TASK ITEM: Whenever a line below includes the word "Kelly", copy that line.

Stored entries:
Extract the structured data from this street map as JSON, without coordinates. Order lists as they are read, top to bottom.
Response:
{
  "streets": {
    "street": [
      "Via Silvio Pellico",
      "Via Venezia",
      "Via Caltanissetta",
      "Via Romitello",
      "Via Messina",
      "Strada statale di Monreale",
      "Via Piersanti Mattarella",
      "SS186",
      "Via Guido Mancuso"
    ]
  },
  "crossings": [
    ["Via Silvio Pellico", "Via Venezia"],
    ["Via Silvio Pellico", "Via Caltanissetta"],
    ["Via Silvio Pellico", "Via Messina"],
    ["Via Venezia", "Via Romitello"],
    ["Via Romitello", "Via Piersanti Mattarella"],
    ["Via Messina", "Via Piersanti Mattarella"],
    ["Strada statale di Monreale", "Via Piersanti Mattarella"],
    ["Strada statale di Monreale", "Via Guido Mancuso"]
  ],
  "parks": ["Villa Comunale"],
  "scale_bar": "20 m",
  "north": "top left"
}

* * *

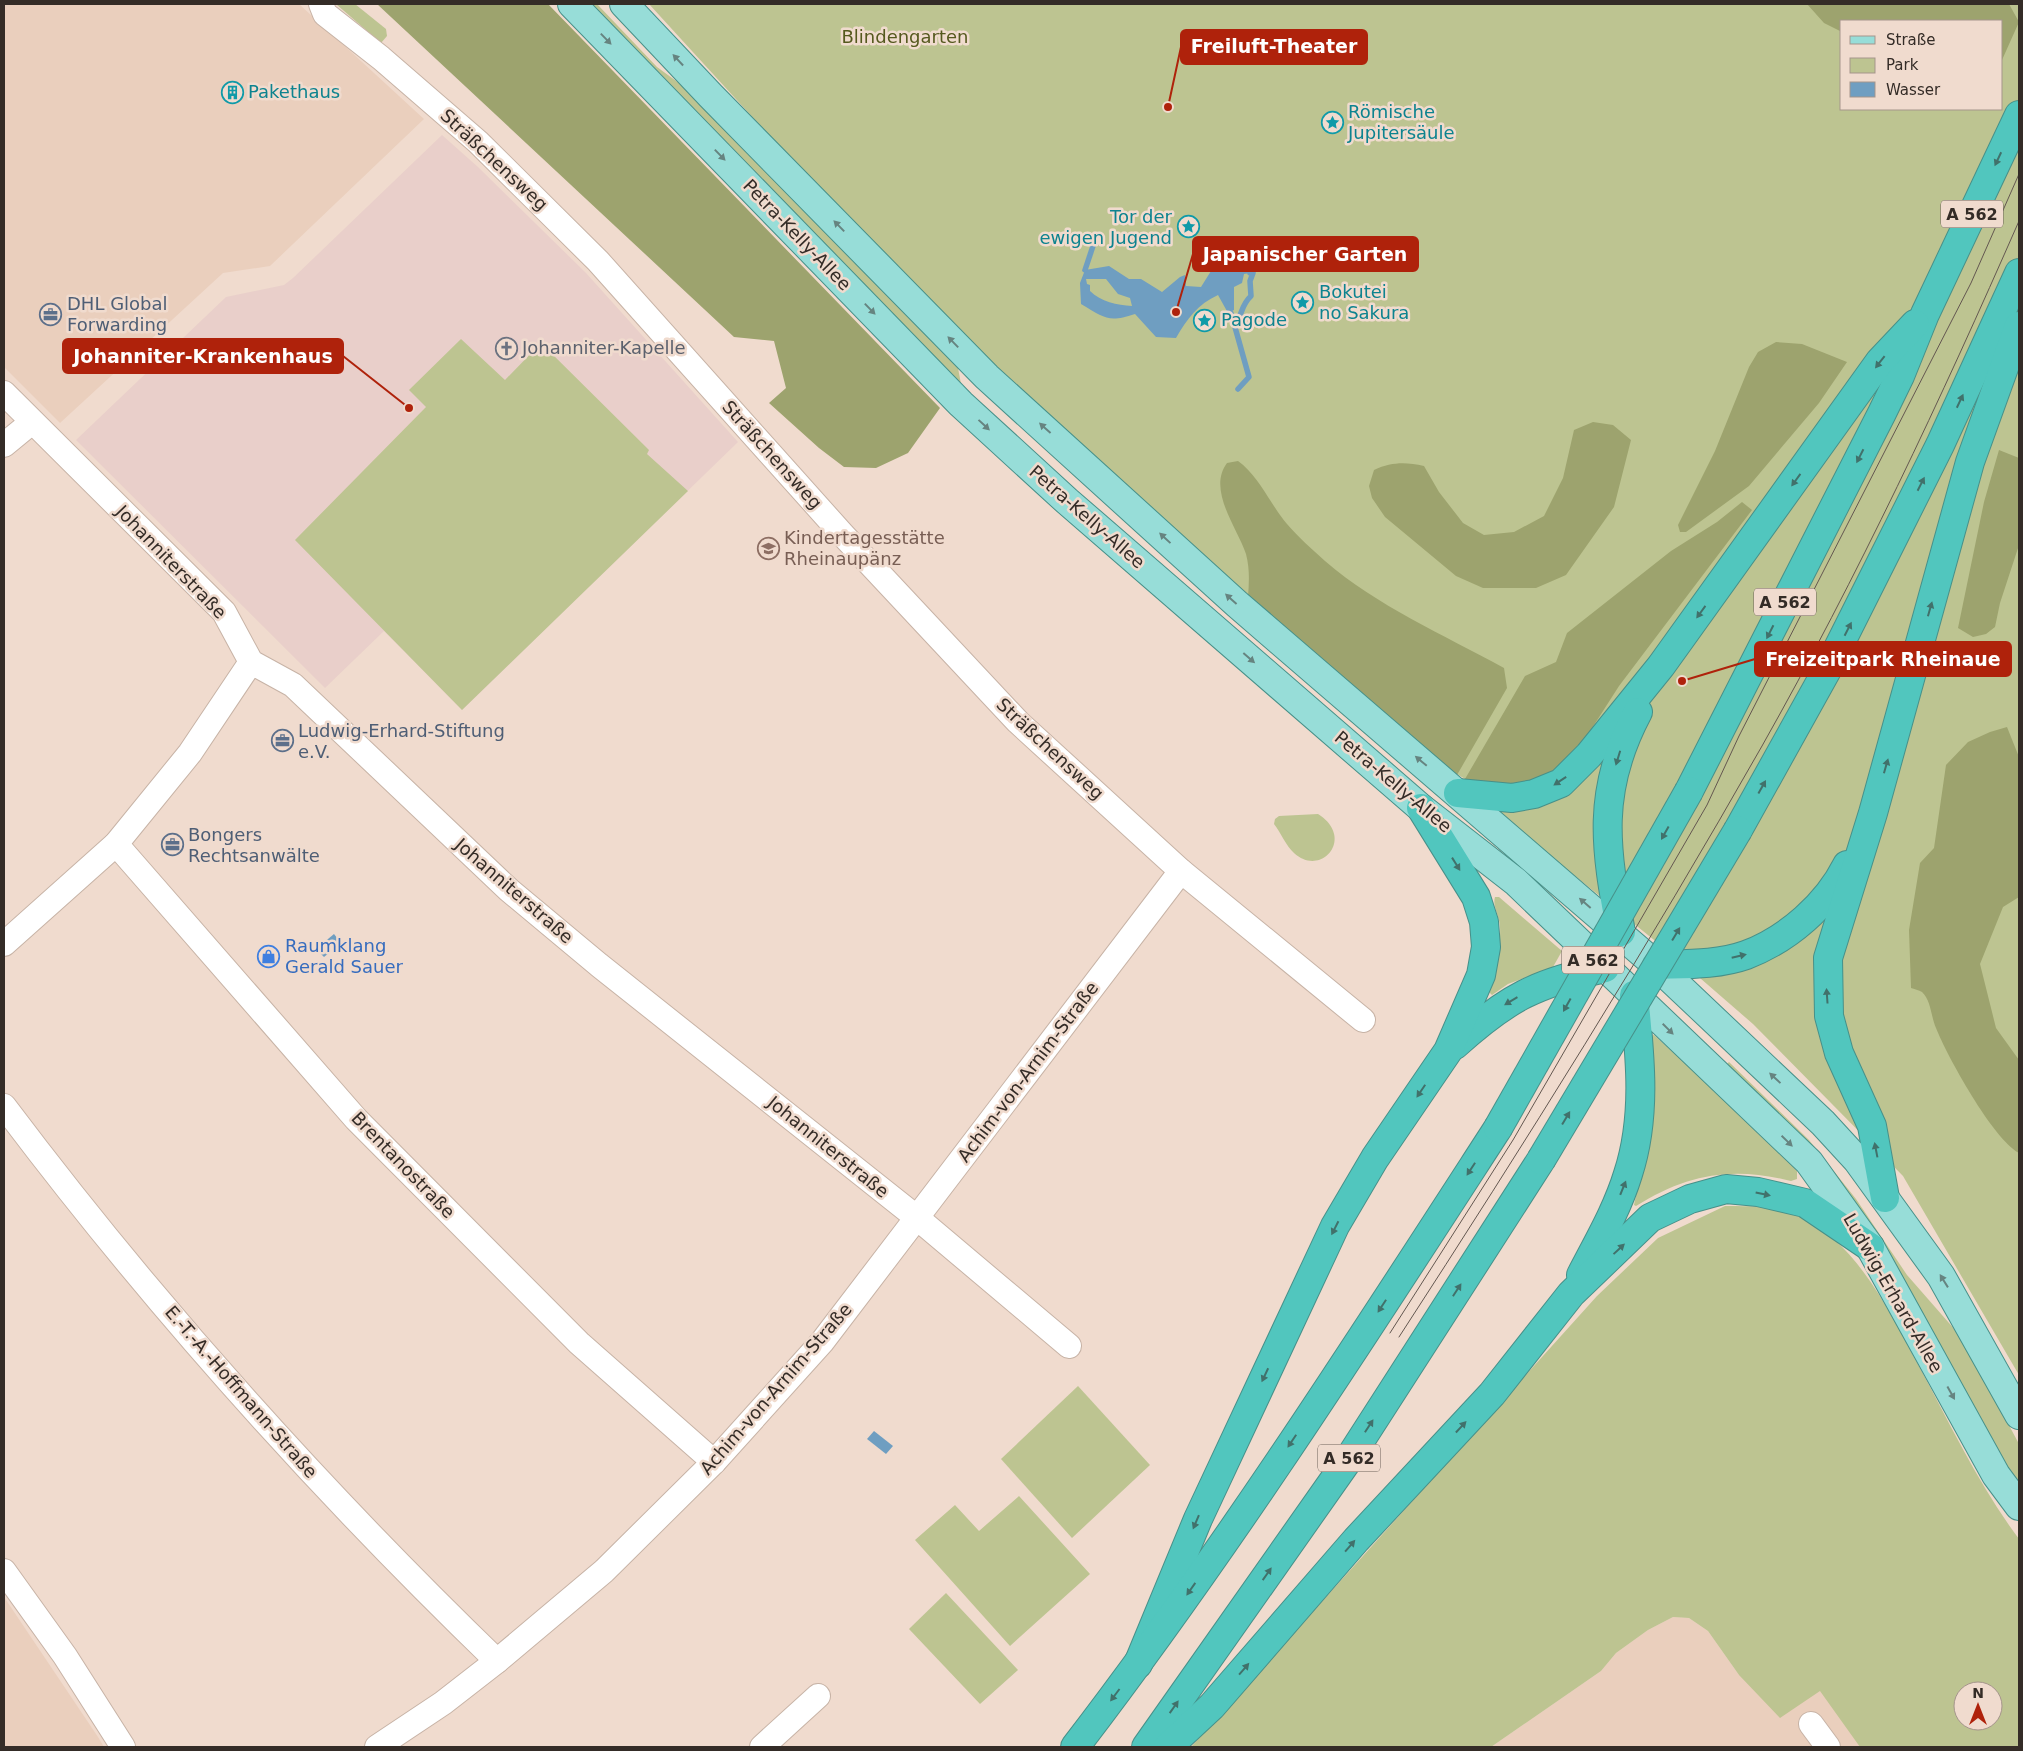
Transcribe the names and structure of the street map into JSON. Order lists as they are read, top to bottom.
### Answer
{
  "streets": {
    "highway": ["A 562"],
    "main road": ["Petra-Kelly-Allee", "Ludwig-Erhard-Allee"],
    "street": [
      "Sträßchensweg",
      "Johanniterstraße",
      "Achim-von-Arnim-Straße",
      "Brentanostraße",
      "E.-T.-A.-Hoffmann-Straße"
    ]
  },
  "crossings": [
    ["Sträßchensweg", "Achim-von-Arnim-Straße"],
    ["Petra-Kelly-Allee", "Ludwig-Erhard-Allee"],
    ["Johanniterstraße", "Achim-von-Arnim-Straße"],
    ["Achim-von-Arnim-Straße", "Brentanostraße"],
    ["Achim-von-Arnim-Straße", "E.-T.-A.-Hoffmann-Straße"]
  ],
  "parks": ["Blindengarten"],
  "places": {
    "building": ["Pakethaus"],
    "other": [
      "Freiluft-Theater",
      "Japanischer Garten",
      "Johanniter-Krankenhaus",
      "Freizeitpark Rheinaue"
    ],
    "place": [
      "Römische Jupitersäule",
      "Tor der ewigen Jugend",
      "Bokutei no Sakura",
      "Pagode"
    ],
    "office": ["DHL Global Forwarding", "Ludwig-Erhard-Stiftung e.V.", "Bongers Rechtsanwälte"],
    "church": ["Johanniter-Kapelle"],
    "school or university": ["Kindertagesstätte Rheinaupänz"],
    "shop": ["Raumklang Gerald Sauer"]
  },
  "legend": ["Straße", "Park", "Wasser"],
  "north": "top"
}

RESPONSE TO THE TASK:
    "main road": ["Petra-Kelly-Allee", "Ludwig-Erhard-Allee"],
    ["Petra-Kelly-Allee", "Ludwig-Erhard-Allee"],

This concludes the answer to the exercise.